Not a pie, a [rose plot](https://datavizcatalogue.com/methods/nightingale_rose_chart.html)!

---
# Stacked bar

``` r
# Step 1 to make the pie
ggplot(tb_us, aes(x = 1, y = count, fill = factor(year))) +
* geom_bar(stat="identity", position="fill") +
  facet_grid(sex~age_group) +
  scale_fill_viridis_d("", option="inferno") 
```

---
# Pie chart

``` r
# Now we have a pie, note the mapping of variables
# and the modification to the coord_polar
ggplot(tb_us, aes(x = 1, y = count, fill = factor(year))) +
  geom_bar(stat="identity", position="fill") + 
  facet_grid(sex~age_group) +
  scale_fill_viridis_d("", option="inferno") +
* coord_polar(theta = "y")
```

---

🔮 👽 👼 **TWO MINUTE CHALLENGE**

- What are the pros, and cons, of using the pie chart for this data?
- Would it be better if the pies used age for the segments, and facetted by year (and sex)?
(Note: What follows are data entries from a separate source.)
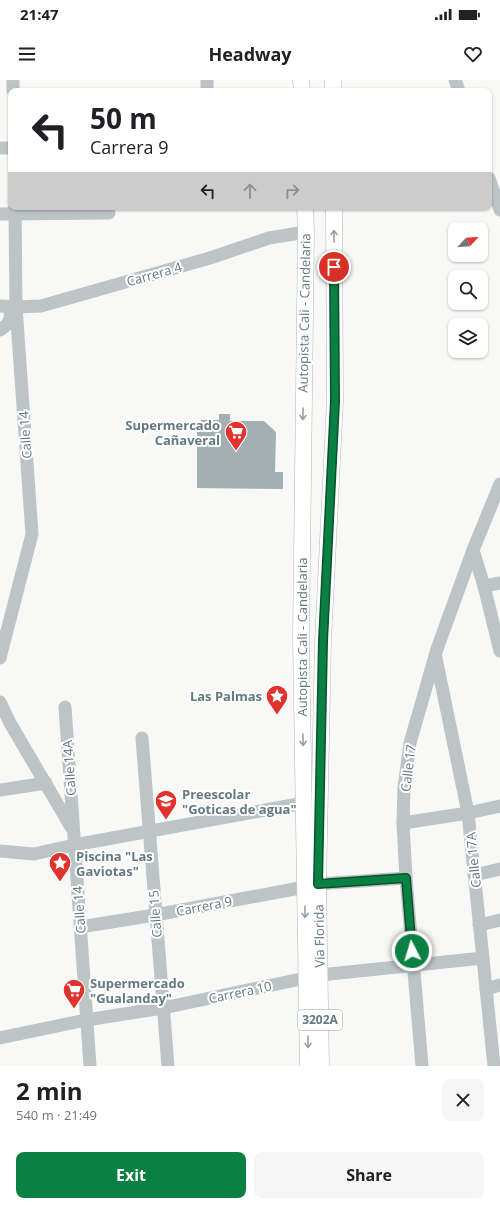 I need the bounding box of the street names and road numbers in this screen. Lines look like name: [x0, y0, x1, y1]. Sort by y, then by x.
street label: Autopista Cali - Candelaria: [294, 233, 314, 393]
street label: Carrera 4: [124, 257, 184, 290]
street label: Calle 14: [14, 410, 36, 459]
street label: Autopista Cali - Candelaria: [293, 557, 311, 717]
street label: Calle 14A: [58, 739, 80, 796]
street label: Calle 17: [396, 743, 420, 793]
street label: Calle 17A: [461, 831, 485, 889]
street label: Calle 14: [68, 885, 90, 934]
street label: Calle 15: [144, 890, 166, 938]
street label: Carrera 9: [174, 892, 234, 920]
street label: Via Florida: [309, 904, 329, 968]
street label: Carrera 10: [207, 977, 273, 1007]
road number: 3202A: [298, 1010, 342, 1030]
Go to menti.com and enter code 4651 9428

---
# Line plot vs barchart

A line plot allows reading the counts for the two sexes. The counts are displayed in the same plot, and males and females can be directly compared as well as temporal trend.

---
# Line plot vs barchart

Computing proportion and displaying only this, forces the attention to be on the one quantity. Proportion here is computed separately for year and age, which means we are directly comparing the counts within these subsets.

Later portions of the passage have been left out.